Mavis's Shoe

Author of two novels and a creative memoir.

Sunday 25 September 2011

Lenny's Recipe


I’m receiving blogs from exotic places, most recently from the Scottish PEN conference in Belgrade. Of course a place is only exotic before it has attained the contempt that comes with familiarity. And then familiar places, once unvisited for a certain period of time, offer us the comfort of the same familiarity when we return to them, and perhaps if we’re lucky a renewed spark of exoticism.

This comes to you from Glenuig in Moidart. Moidart seems exotic to me again, perhaps because of the mist, and comforting because I am visiting an old friend for her BIG BIRTHDAY (mentioning no numbers) in a place I haven’t visited for some time. So for a short period I can enjoy both feelings at once. My eyes are instantly rested, no longer gazing at the horizontals and verticals of Glasgow City but at the rocks and mountains and all the trees, greenery and early autumn singhed-ness of open, late-September northern countryside. The only straight line is the horizon and, due to the weather, even that’s a bit fuzzy.

Directly in front of me the sea is silver, pewter to my left and on the right a vibrant blue. The wind is blowing and the rain clouds moving fast, pursued by openings onto the great blue yonder. Patches of yellow sunlight appear momentarily on the tops of islands, or glow in the curve of sandy bays. Unfortunately I’ve parked my little van/office in the lea of a rocky outcrop and it’s cold and those sunny highlights are yet to hit me. A lone seagull appeared from nowhere when I threw my crust onto the beach and there are only a couple of gannets circling and plunging off in the distance, their white backs luminous in the intrepid sun.

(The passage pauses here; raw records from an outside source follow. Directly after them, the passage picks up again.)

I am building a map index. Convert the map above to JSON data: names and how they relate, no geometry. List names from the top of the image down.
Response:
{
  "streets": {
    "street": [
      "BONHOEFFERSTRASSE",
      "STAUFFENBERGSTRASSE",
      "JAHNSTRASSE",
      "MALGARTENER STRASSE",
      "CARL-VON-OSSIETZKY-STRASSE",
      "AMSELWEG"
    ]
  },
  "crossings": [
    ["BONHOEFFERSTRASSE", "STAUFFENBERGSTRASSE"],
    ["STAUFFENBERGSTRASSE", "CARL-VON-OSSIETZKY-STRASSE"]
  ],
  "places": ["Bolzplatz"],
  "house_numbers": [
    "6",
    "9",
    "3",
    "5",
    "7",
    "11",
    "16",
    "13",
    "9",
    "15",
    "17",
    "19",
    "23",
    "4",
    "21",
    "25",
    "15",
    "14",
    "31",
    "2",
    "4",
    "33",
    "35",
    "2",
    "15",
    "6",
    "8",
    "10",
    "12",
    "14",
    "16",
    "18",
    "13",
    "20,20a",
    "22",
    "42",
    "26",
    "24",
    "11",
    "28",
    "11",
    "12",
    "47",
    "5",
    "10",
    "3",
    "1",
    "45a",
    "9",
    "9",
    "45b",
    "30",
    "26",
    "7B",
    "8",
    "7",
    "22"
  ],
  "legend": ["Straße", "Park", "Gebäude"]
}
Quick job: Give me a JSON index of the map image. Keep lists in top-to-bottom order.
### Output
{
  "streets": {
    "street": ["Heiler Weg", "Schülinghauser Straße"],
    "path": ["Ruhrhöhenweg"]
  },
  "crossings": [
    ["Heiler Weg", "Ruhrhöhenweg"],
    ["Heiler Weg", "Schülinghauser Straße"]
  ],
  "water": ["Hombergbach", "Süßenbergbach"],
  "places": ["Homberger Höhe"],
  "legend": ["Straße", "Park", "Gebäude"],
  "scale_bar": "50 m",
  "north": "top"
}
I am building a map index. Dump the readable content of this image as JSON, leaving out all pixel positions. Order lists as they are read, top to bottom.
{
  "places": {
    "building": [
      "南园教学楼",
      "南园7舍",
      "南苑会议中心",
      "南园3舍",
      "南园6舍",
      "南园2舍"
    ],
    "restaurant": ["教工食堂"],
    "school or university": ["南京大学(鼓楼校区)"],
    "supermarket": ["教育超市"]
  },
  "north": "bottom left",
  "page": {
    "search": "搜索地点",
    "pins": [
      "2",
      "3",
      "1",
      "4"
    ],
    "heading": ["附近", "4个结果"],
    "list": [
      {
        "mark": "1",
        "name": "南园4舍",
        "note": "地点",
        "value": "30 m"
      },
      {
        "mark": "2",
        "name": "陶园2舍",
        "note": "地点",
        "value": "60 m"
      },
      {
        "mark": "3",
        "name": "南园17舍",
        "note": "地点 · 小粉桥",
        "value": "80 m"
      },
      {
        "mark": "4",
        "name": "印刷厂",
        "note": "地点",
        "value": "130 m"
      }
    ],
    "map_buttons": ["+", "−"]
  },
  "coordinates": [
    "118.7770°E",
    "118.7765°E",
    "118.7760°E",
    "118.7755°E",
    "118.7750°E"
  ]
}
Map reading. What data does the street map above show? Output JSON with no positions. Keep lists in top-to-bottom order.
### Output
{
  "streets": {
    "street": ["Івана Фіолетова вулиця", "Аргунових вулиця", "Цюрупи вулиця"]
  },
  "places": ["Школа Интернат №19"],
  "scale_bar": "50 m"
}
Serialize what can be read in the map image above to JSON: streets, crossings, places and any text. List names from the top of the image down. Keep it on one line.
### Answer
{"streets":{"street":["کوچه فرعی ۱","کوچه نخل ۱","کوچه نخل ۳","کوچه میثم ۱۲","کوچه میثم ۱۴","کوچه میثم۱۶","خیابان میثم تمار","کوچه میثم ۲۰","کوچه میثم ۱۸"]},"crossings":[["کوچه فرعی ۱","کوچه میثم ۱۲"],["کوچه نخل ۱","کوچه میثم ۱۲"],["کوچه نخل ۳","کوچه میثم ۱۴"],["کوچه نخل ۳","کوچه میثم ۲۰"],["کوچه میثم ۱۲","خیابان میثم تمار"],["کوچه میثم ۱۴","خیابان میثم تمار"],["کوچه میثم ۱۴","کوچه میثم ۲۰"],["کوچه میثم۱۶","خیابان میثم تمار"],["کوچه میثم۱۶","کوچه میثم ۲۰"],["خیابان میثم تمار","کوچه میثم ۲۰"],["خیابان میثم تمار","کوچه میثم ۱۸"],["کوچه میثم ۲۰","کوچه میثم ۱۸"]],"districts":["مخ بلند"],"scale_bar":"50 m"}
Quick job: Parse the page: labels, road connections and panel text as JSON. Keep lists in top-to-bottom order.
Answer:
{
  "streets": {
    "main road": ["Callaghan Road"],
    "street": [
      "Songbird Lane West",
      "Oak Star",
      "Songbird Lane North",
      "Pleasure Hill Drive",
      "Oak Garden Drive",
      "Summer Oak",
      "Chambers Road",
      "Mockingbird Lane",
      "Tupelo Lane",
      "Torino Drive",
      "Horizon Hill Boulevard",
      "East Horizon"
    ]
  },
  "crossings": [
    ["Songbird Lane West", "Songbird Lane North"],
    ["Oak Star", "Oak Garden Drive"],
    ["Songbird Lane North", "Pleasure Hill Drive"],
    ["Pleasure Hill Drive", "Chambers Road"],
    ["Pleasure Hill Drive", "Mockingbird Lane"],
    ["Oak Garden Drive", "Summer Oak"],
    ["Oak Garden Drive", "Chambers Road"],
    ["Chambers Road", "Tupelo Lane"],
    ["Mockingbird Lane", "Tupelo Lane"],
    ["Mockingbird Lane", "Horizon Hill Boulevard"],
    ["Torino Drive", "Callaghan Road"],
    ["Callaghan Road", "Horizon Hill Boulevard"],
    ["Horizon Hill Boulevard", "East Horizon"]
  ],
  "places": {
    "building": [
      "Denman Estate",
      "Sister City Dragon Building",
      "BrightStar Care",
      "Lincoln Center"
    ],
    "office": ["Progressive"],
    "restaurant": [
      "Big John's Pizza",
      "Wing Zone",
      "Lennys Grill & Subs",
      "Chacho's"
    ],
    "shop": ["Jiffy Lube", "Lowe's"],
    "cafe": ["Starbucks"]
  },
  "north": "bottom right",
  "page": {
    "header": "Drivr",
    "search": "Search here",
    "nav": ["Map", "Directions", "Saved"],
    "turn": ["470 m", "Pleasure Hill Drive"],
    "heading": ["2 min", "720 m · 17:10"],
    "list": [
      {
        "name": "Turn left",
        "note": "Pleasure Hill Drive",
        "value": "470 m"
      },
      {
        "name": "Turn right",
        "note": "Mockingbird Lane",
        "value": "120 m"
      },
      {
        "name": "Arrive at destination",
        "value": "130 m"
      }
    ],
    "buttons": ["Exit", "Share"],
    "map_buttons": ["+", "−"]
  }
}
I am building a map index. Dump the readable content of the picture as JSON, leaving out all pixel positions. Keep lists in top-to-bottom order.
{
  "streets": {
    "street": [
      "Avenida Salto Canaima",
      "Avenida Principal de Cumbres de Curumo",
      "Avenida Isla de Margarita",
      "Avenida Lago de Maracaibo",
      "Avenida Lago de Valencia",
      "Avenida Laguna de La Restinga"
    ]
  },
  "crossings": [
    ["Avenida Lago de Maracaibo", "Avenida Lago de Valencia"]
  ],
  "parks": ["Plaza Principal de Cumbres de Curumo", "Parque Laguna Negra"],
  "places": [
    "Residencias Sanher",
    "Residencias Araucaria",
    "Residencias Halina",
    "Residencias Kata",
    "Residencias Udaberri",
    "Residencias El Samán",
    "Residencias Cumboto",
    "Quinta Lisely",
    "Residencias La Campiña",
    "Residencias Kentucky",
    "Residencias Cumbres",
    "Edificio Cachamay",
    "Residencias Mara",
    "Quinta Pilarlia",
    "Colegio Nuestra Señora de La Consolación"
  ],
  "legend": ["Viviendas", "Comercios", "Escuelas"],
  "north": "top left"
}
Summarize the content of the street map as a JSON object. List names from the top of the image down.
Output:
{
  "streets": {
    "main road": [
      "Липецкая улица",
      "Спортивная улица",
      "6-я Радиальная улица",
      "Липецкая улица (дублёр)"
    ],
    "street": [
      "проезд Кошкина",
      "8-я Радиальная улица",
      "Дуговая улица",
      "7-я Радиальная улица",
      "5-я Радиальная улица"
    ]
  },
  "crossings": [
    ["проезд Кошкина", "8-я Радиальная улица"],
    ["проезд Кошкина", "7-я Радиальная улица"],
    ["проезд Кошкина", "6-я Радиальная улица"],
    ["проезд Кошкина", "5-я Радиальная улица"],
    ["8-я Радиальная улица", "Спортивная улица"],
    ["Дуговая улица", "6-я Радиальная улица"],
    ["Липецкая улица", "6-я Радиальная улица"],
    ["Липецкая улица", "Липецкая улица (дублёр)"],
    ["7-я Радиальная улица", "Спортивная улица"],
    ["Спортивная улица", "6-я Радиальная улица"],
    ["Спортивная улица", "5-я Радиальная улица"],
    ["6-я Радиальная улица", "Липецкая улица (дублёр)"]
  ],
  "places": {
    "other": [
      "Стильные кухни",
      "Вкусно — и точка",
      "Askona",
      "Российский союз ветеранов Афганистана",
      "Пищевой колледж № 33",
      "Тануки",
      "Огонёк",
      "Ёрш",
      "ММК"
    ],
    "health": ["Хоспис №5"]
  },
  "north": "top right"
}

Today, in contrast to all this, I’d like to write about Lenny, the girl from Mavis’s Shoe, because I want to write a sequel for her and have no less than three possible plots and can’t decide which one to go for. I’m here, in addition to celebrating my friend’s spectacular age, specifically to make that decision which for some reason can’t be made in the hubbub of normal life. I’m also here precisely because what I need to think about is so completely different from my surroundings. Sometimes such contrasts can help, but often have unforeseen consequences.

Once upon a time, while baking on a balcony in the French sun, I wrote a chapter about tattie-howking in a heavy Scottish mist. When I read it later, back in Blighty, I couldn’t gauge its authenticity because despite everything being drippy and cold on the page, I still re-experienced the heat of the Mediterranean. Lucky me. I’ll dig it out once winter sets in and the heating’s on the blink again.

But I digress. Or prevaricate. Or maybe I’m just cold.

Sometimes the ingredients of novels are a little strange. Occasionally people ask how I went about writing Mavis’s Shoe and I usually talk about the research, who I interviewed, how I tracked down records and so on, but never mention the long drives to exotic/familiar places in poisonously fumy vans, the healthy diet I often impose on myself while sitting there trying to find focus, or the arguments I have in my head to give up and find the nearest sweetshop or heater.

And still I digress because really I want someone else to make this decision about the sequel, or at least to help. I can’t tell you what the three plots are, of course, because that would break the spell. That’s another ingredient in the cake mix of novel-writing, arguably, and one which I also usually fail to mention because I don’t want anyone to think I’m whacky when actually, as anyone who’s read Mavis’s Shoe will know, I’m keen of portraying the realities of any situation.

So, any ideas on what Lenny does next? Or later?

4 comments:

  1. It’s 5:30 in the morning and I’ve been awake since 2:30 and up since 3:30. I did try and get back to sleep but my mind wouldn’t let me. Like you I’ve finding myself drawn to start a new project and yet it’s one I am also reluctant to begin for many reasons but the main one as always is the fear that I’m going to begin something that is beyond me and yet in the nine months since I finished this is the only idea that I can’t seem to let go of. So I can sympathise with your plight.

    I’ve only written one sequel but the more I think about it the more I’m willing to admit that my first two novels are really one long narrative which is why now I’ve published the ebooks I’ve also produced an omnibus edition and that’s what I’ve been plugging trying to get a few reviews that take in the whole story arc. I’ve no desire to go back into that particular universe though. That said I was asked to do an interview from the perspective of my characters (where they get to gripe about me) and that was enjoyable; I had forgotten how much fun Truth was to write. But I’m still not tempted.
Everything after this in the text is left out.